Matsen (Descent: The Heroic Discovery of the Abyss, 2005, etc.) provides an intriguing postmortem of design-safety compromises on the “Ship of Dreams.”
The author’s point of entry into the story is the diving team of John Chatterton and Richie Kohler, stars of the TV series Deep Sea Detectives. They wanted to resolve why the mighty ship sank only two-and-a-half hours after hitting an iceberg on April 15, 1912. By contrast, sister ship Olympic had survived and made it to port after colliding with a Royal Navy cruiser in 1911 and sustaining damage so severe it took six weeks to repair. In 2005, Chatterton and Kohler descended to the wreck in two Russian submersibles and, with the help of a maritime forensics analyst and an imaging technician, pieced together what happened to Titanic.
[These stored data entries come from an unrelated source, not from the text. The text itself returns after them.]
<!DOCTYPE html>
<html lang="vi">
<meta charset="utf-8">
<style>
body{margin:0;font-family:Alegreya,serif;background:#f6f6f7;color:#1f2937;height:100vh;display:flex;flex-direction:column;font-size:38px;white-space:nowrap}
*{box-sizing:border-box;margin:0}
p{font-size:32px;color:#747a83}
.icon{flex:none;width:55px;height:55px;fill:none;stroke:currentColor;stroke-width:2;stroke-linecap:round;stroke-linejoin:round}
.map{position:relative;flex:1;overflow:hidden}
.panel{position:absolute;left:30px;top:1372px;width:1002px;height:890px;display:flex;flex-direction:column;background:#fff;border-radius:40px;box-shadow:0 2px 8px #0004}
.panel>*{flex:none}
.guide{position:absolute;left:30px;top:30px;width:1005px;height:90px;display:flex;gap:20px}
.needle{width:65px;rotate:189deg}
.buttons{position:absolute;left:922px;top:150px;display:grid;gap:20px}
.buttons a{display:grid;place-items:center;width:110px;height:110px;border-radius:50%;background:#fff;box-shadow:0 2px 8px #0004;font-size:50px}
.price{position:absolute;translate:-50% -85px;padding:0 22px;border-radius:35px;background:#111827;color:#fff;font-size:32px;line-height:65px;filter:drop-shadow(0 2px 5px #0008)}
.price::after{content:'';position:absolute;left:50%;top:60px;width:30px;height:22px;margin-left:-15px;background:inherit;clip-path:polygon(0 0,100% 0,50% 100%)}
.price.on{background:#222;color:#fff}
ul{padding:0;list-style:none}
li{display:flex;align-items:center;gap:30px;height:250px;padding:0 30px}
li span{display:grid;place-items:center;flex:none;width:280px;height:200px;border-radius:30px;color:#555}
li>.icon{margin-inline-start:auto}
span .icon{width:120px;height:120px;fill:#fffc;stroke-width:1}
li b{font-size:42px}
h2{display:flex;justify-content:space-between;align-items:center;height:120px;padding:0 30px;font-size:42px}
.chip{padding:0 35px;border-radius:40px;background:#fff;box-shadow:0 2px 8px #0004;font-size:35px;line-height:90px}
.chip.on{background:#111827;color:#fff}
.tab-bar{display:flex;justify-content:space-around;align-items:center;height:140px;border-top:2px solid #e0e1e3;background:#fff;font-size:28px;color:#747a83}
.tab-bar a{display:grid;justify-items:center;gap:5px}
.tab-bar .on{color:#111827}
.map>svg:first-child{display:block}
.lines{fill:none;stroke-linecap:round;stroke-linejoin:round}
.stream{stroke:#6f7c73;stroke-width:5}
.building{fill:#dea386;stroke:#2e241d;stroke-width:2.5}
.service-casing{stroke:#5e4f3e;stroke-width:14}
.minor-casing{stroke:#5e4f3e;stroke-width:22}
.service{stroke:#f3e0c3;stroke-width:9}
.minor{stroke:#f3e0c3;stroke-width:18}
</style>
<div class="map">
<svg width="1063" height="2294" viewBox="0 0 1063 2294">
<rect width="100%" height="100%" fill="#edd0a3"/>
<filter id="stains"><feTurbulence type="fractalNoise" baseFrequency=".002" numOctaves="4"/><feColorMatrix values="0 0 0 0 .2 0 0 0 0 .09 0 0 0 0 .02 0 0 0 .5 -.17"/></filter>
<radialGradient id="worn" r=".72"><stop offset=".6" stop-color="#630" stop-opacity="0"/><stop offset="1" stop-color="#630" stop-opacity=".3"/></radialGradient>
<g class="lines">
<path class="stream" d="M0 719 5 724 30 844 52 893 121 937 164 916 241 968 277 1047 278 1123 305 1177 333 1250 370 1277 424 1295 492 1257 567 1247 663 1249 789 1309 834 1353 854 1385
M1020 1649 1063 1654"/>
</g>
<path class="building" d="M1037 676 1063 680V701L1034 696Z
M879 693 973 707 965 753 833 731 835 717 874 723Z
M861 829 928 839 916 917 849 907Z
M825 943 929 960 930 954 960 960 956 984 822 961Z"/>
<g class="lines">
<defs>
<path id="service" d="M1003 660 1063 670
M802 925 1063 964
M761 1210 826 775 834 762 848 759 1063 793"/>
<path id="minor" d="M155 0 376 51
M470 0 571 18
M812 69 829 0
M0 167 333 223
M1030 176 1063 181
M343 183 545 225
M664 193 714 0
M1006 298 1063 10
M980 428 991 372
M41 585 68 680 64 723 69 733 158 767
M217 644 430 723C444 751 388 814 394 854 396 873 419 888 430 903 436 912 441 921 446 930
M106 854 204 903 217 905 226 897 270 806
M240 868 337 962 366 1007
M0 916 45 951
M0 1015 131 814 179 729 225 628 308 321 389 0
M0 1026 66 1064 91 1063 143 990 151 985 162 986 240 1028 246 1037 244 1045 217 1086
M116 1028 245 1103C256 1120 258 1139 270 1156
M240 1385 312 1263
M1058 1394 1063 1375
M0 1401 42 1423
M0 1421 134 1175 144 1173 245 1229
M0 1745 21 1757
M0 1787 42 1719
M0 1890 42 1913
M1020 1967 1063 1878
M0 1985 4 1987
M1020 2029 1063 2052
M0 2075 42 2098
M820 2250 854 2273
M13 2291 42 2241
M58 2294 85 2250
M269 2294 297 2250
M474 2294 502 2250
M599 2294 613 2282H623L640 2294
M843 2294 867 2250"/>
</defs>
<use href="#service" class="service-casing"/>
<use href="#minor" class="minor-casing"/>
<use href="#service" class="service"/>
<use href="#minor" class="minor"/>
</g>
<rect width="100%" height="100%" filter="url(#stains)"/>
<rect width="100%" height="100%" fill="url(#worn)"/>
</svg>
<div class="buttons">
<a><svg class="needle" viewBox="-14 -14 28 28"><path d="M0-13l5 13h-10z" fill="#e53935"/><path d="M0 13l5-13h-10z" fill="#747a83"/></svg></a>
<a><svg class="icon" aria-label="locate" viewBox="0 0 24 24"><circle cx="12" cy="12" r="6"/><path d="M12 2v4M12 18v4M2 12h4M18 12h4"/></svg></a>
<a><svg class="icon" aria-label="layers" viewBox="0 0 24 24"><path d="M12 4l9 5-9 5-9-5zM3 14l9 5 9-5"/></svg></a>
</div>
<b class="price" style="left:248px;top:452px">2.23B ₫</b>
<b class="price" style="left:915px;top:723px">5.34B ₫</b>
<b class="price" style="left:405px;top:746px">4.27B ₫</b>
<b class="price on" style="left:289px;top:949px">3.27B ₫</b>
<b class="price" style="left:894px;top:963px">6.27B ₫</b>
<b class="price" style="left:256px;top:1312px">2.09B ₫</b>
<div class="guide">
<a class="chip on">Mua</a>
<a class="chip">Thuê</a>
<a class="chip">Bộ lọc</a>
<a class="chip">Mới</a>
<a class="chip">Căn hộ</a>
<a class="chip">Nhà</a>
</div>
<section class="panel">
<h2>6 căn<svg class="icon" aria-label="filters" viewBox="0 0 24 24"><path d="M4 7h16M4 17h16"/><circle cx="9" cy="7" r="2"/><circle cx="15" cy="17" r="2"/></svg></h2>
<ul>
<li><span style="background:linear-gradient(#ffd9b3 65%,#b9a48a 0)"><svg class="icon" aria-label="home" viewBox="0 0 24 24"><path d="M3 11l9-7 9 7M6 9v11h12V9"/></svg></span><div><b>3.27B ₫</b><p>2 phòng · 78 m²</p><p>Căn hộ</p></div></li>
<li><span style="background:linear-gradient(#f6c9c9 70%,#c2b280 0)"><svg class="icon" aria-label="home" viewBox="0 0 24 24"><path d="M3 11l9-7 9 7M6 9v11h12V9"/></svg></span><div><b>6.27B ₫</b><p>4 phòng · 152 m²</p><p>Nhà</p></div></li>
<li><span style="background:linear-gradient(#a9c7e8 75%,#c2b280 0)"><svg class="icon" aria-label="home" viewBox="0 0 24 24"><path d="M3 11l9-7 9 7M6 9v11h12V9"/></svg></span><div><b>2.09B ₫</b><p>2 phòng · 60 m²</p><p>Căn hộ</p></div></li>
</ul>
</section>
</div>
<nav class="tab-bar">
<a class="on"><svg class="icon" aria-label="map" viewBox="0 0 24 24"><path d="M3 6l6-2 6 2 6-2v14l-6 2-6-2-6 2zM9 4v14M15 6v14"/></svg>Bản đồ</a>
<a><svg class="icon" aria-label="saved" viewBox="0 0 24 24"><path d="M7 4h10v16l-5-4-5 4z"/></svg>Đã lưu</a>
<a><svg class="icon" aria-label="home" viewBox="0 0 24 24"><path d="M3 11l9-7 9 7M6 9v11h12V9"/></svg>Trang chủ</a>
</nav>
It had grounded on the iceberg, not just sideswiped it, thereby scraping the bottom of its hull and opening an additional fatal hole. When not discussing the dive’s planning, execution and analysis of its findings, Matsen focuses on the crucial decisions made during Titanic’s construction by three men: chief designer Thomas Andrews, who went down with his ship; White Star Line chairman Bruce Ismay; and Lord William Pirrie, head of the Belfast shipbuilding firm Harland and Wolff. Heeding Ismay’s insistence that they reduce costs and space, Andrews reluctantly used the Board of Trade’s specifications for the amount of steel in the hull and the number of lifeboats required, rather than the additional quantities of each that he deemed safe for a ship of this size. A dive into the wreck of the Britannic, which sunk after striking a German mine in 1916, strongly suggested that Pirrie and Ismay, knowing Titanic’s expansion joints were weak, sought to bolster them on its companion vessel. The divers ultimately concluded that Titanic’s designer, builder and owner “had sent a ship to sea not knowing if it was strong enough to survive.”
Wholly engrossing narrative of a crowning example of catastrophic hubris.